### Exercise details:
Could you copy every line of the data that contains the word "Bønesstranden"?

(Data extracted from a collection)
──────

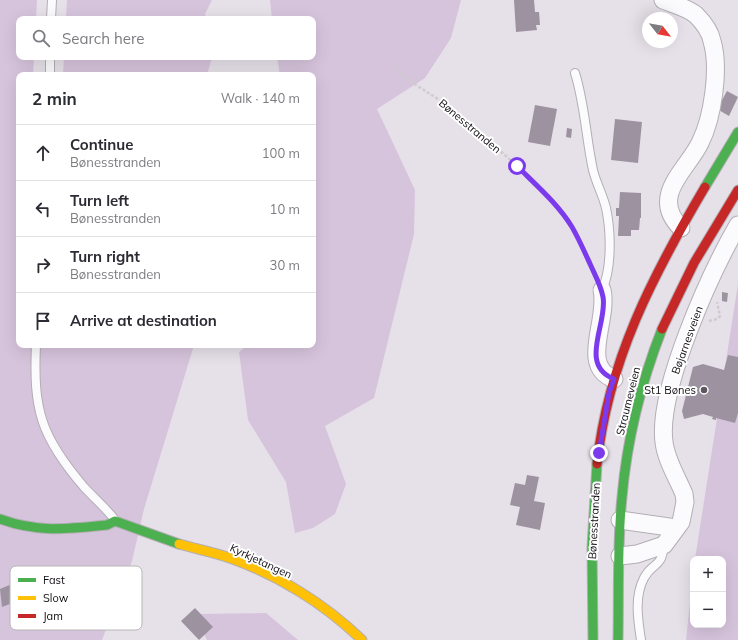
<!DOCTYPE html>
<meta charset="utf-8">
<style>
:root{--surface:#fff;--page:#f2f2f3;--text:#2b2b33;--muted:#7c7c81;--line:#e1e1e2}
body{margin:0;font-family:Mulish,sans-serif;background:var(--page);color:var(--text)}
.controls{position:absolute;right:12px;bottom:12px;display:grid;overflow:hidden;border-radius:8px;box-shadow:0 4px 16px #0002}
.controls button{width:36px;height:36px;display:grid;place-items:center;padding:0;border:0;border-bottom:1px solid var(--line);background:var(--surface);color:var(--text);font:20px sans-serif}
.compass{position:absolute;left:642px;top:12px;width:36px;height:36px;border-radius:50%;background:var(--surface);box-shadow:0 4px 16px #0002;rotate:121deg}
.stop{position:absolute;width:12px;height:12px;margin:-9px;border:3px solid #7c3aed;border-radius:50%;background:#fff}
.stop.end{background:#7c3aed;border-color:#fff;box-shadow:0 1px 4px #0008}
.list{margin:0;padding:0;list-style:none}
h2{display:flex;justify-content:space-between;align-items:center;height:52px;margin:0;padding:0 16px;font-size:17px}
h2 small{font-size:13px;font-weight:400;color:var(--muted)}
.list li{display:grid;grid-template-columns:26px 1fr auto;gap:12px;align-items:center;box-sizing:border-box;height:56px;padding:0 16px;border-top:1px solid var(--line)}
.list b{display:block;font-size:15px;white-space:nowrap}
.list p{margin:0;font-size:13px;white-space:nowrap;color:var(--muted)}
.list em{font-size:13px;font-style:normal;color:var(--muted)}
.icon{flex:none;width:22px;height:22px;fill:none;stroke:currentColor;stroke-width:2;stroke-linecap:round;stroke-linejoin:round}
.map{position:relative;flex:none;width:738px;height:640px;overflow:hidden}
.search{position:absolute;background:var(--surface);box-shadow:0 4px 16px #0002;left:16px;top:16px;width:300px;height:44px;display:flex;align-items:center;gap:10px;box-sizing:border-box;padding:0 14px;border-radius:8px;color:var(--muted);font-size:15px}
.panel{position:absolute;background:var(--surface);box-shadow:0 4px 16px #0002;left:16px;top:72px;width:300px;height:276px;border-radius:8px}
.map>svg:first-child{display:block}
</style>
<div class="map">
<svg width="738" height="640" viewBox="0 0 738 640">
<rect width="100%" height="100%" fill="#e6e0e8"/>
<g fill="#d6c4dc">
<path d="M0 0H37L36 19H19V57H34L33 75H19V345H194L144 509 132 561 102 640H0Z"/>
<path d="M67 0H212L205 14 206 19H66Z"/>
<path d="M270 0H461L451 38 425 78 377 109 415 190 414 234 374 398 325 426 346 484 335 514 313 528 295 533 286 482 248 420 239 352 248 345H313V75H280L277 57H313V19H272Z"/>
<path d="M64 57H212L207 75H63Z"/>
<path d="M738 284V640H686L693 575V625H723V559H695Z"/>
<path d="M266 613 298 640H207L194 614Z"/>
</g>
<g fill="#9d93a0">
<path d="M514 0H534L535 12H539L540 25H536L537 30 516 32Z"/>
<path d="M727 91 738 97 729 116 717 109Z"/>
<path d="M535 105 557 109 550 146 528 142Z"/>
<path d="M615 119 642 122 638 163 611 160Z"/>
<path d="M567 128 572 129 571 138 566 137Z"/>
<path d="M620 192 641 193V218H640L639 230H631V236H618L619 216H616V208H619Z"/>
<path d="M722 292 728 293 727 302 722 301Z"/>
<path d="M728 355 738 357V413L735 423 716 418V420L712 419 713 417 703 414 684 419 682 411 693 367 703 364 724 370Z"/>
<path d="M527 475 539 477 534 501 545 503 540 530 516 525 520 507 510 505 515 483 525 485Z"/>
<path d="M12 584 18 601 2 607 0 589Z"/>
<path d="M195 608 213 627 199 640 181 621Z"/>
</g>
<g fill="none" stroke-linecap="round" stroke-linejoin="round">
<g stroke="#b3aeb4" stroke-width="10">
<g id="lane">
<path d="M51 19 52 0"/>
<path d="M575 73C585 105 586 138 593 170 596 183 603 195 606 208 611 231 612 269 602 290"/>
<path d="M50 75V57"/>
<path d="M36 345C33 410 41 437 84 487 94 498 106 508 115 520"/>
<path d="M641 640C638 620 634 597 644 578 654 560 661 570 664 545"/>
</g>
</g>
<g stroke="#b3aeb4" stroke-width="19">
<g id="street">
<path d="M663 0C673 4 688 8 696 15 703 22 710 31 712 41 720 68 713 117 700 143 687 170 649 196 681 228"/>
<path d="M602 290C609 320 579 366 614 379"/>
<path d="M620 520 676 528"/>
<path d="M620 556 637 554 664 545 681 522 685 502 684 494C677 477 666 460 664 442 657 390 711 272 738 225"/>
</g>
</g>
<g stroke="#b3aeb4" stroke-width="11">
<g id="fast">
<path d="M705 187 738 132"/>
<path d="M0 519C38 533 68 529 107 525L115 521 179 544"/>
<path d="M593 640 592 547 597 464"/>
<path d="M618 640C619 592 617 544 622 497 627 439 641 383 662 329"/>
</g>
</g>
<g stroke="#b3aeb4" stroke-width="11">
<path id="slow" d="M179 544C196 549 213 552 230 558 278 575 325 604 362 640"/>
</g>
<g stroke="#b3aeb4" stroke-width="11">
<g id="jam">
<path d="M662 329 694 263 738 190"/>
<path d="M597 464C608 361 653 275 705 187"/>
</g>
</g>
<g stroke="#ceccce" stroke-width="2.5" stroke-dasharray="3 2" stroke-linecap="butt">
<path d="M395 68C410 84 430 92 447 106 489 141 534 177 568 221 580 237 587 257 595 275"/>
<path d="M709 321 717 319 720 316 717 302"/>
</g>
<use href="#lane" stroke="#fbfafc" stroke-width="8"/>
<use href="#street" stroke="#fbfafc" stroke-width="17"/>
<use href="#fast" stroke="#4caf50" stroke-width="9"/>
<use href="#slow" stroke="#ffc107" stroke-width="9"/>
<use href="#jam" stroke="#c62828" stroke-width="9"/>
</g>
<g fill="none" stroke-linecap="round" stroke-linejoin="round">
<path stroke="#7c3aed" stroke-width="5" d="M517 166C536 185 558 204 572 227 579 239 585 253 591 266 595 275 601 286 603 297 608 323 578 365 614 379L609 393 599 453"/>
</g>
<circle fill="#5c575d" stroke="#fff" stroke-width="1.5" cx="704" cy="390" r="4"/>
<g text-anchor="middle" dominant-baseline="central" stroke-width="4" stroke-linejoin="round" paint-order="stroke">
<g font-size="11" fill="#110d12" stroke="#fff">
<text transform="translate(470 126) rotate(40)">Bønesstranden</text>
<text transform="translate(687 340) rotate(-70)">Bøjarnesveien</text>
<text transform="translate(628 401) rotate(-76)">Straumeveien</text>
<text transform="translate(594 521) rotate(-87)">Bønesstranden</text>
<text transform="translate(261 561) rotate(25)">Kyrkjetangen</text>
</g>
<g font-size="11" fill="#110d12" stroke="#fff" text-anchor="end">
<text x="696" y="390">St1 Bønes</text>
</g>
</g>
<rect x="10" y="566" width="132" height="64" rx="6" fill="#fff" stroke="#b8b6b8" stroke-width="1"/>
<rect x="18" y="578" width="18" height="4" fill="#4caf50"/>
<rect x="18" y="596" width="18" height="4" fill="#ffc107"/>
<rect x="18" y="614" width="18" height="4" fill="#c62828"/>
<g font-size="11" fill="#110d12">
<text x="43" y="584">Fast</text>
<text x="43" y="602">Slow</text>
<text x="43" y="620">Jam</text>
</g>
</svg>
<div class="controls">
<button>+</button>
<button>−</button>
</div>
<svg class="compass" viewBox="-18 -18 36 36"><path d="M0-13l5 13h-10z" fill="#e53935"/><path d="M0 13l5-13h-10z" fill="#7c7c81"/></svg>
<div class="stop" style="left:517px;top:166px"></div>
<div class="stop end" style="left:599px;top:453px"></div>
<div class="search"><svg class="icon" aria-label="search" viewBox="0 0 24 24"><circle cx="10" cy="10" r="6"/><path d="M15 15l6 6"/></svg>Search here</div>
<section class="panel">
<h2>2 min<small>Walk · 140 m</small></h2>
<ul class="list">
<li><svg class="icon" aria-label="ahead" viewBox="0 0 24 24"><path d="M12 20V5M6 11l6-6 6 6"/></svg><div><b>Continue</b><p>Bønesstranden</p></div><em>100 m</em></li>
<li><svg class="icon" aria-label="left" viewBox="0 0 24 24"><path d="M17 20v-9H6M10 6l-5 5 5 5"/></svg><div><b>Turn left</b><p>Bønesstranden</p></div><em>10 m</em></li>
<li><svg class="icon" aria-label="right" viewBox="0 0 24 24"><path d="M7 20v-9h11M14 6l5 5-5 5"/></svg><div><b>Turn right</b><p>Bønesstranden</p></div><em>30 m</em></li>
<li><svg class="icon" aria-label="arrive" viewBox="0 0 24 24"><path d="M6 21V4h12l-3 4 3 4H6"/></svg><div><b>Arrive at destination</b></div></li>
</ul>
</section>
</div>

──────

### Exercise output:
<text transform="translate(470 126) rotate(40)">Bønesstranden</text>
<text transform="translate(594 521) rotate(-87)">Bønesstranden</text>
<li><svg class="icon" aria-label="ahead" viewBox="0 0 24 24"><path d="M12 20V5M6 11l6-6 6 6"/></svg><div><b>Continue</b><p>Bønesstranden</p></div><em>100 m</em></li>
<li><svg class="icon" aria-label="left" viewBox="0 0 24 24"><path d="M17 20v-9H6M10 6l-5 5 5 5"/></svg><div><b>Turn left</b><p>Bønesstranden</p></div><em>10 m</em></li>
<li><svg class="icon" aria-label="right" viewBox="0 0 24 24"><path d="M7 20v-9h11M14 6l5 5-5 5"/></svg><div><b>Turn right</b><p>Bønesstranden</p></div><em>30 m</em></li>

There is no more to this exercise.